**Task goal:**
Wherever a picture appears in the data below, omit it, and restate everything else word for word.

**The data:**
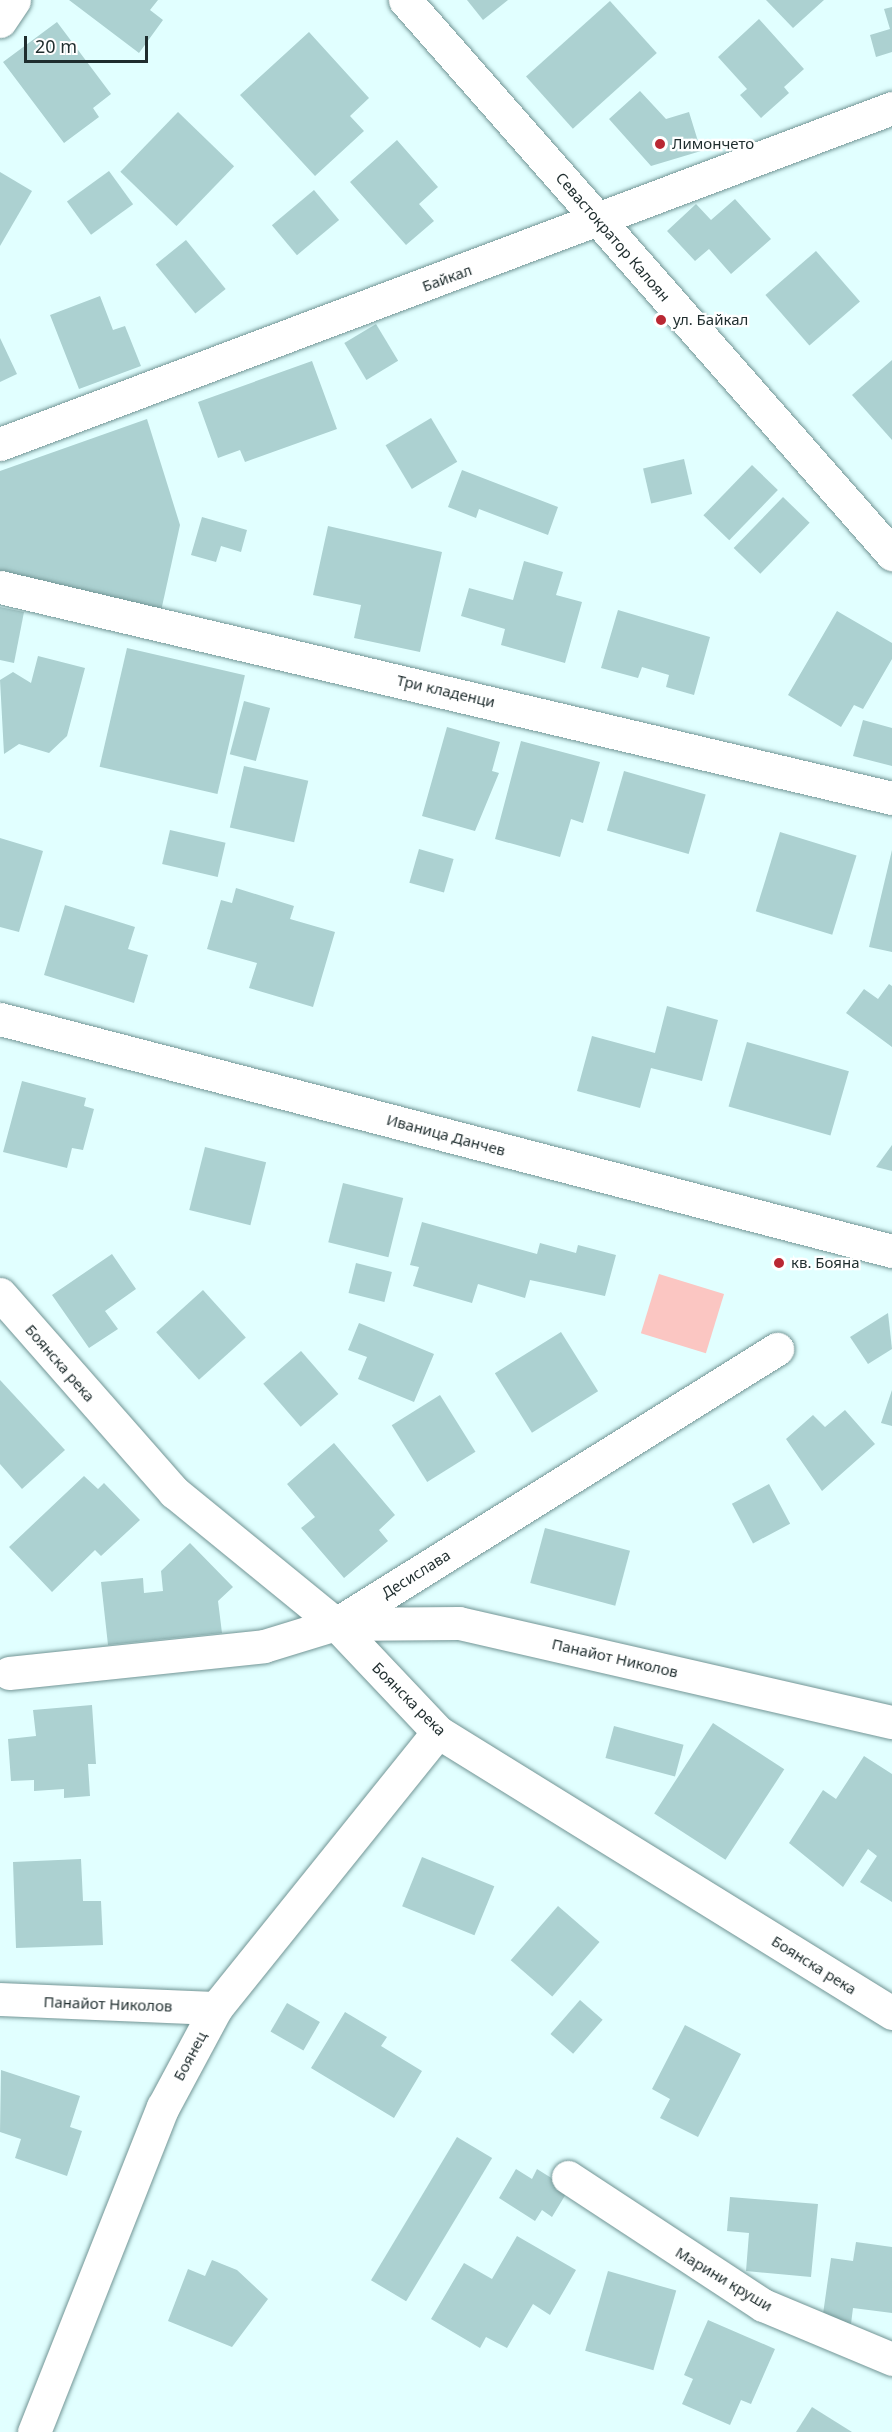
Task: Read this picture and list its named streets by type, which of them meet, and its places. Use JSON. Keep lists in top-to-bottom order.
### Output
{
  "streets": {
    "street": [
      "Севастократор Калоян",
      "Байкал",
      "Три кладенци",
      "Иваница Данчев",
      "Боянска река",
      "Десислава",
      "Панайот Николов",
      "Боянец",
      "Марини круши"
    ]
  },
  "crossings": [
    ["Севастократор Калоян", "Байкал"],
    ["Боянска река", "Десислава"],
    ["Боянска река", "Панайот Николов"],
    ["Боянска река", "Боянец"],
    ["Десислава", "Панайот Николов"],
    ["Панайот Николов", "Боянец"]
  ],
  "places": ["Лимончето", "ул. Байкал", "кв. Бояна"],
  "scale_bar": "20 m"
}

**Answer to this exercise:**
Task: Read this picture and list its named streets by type, which of them meet, and its places. Use JSON. Keep lists in top-to-bottom order.
### Output
{
  "streets": {
    "street": [
      "Севастократор Калоян",
      "Байкал",
      "Три кладенци",
      "Иваница Данчев",
      "Боянска река",
      "Десислава",
      "Панайот Николов",
      "Боянец",
      "Марини круши"
    ]
  },
  "crossings": [
    ["Севастократор Калоян", "Байкал"],
    ["Боянска река", "Десислава"],
    ["Боянска река", "Панайот Николов"],
    ["Боянска река", "Боянец"],
    ["Десислава", "Панайот Николов"],
    ["Панайот Николов", "Боянец"]
  ],
  "places": ["Лимончето", "ул. Байкал", "кв. Бояна"],
  "scale_bar": "20 m"
}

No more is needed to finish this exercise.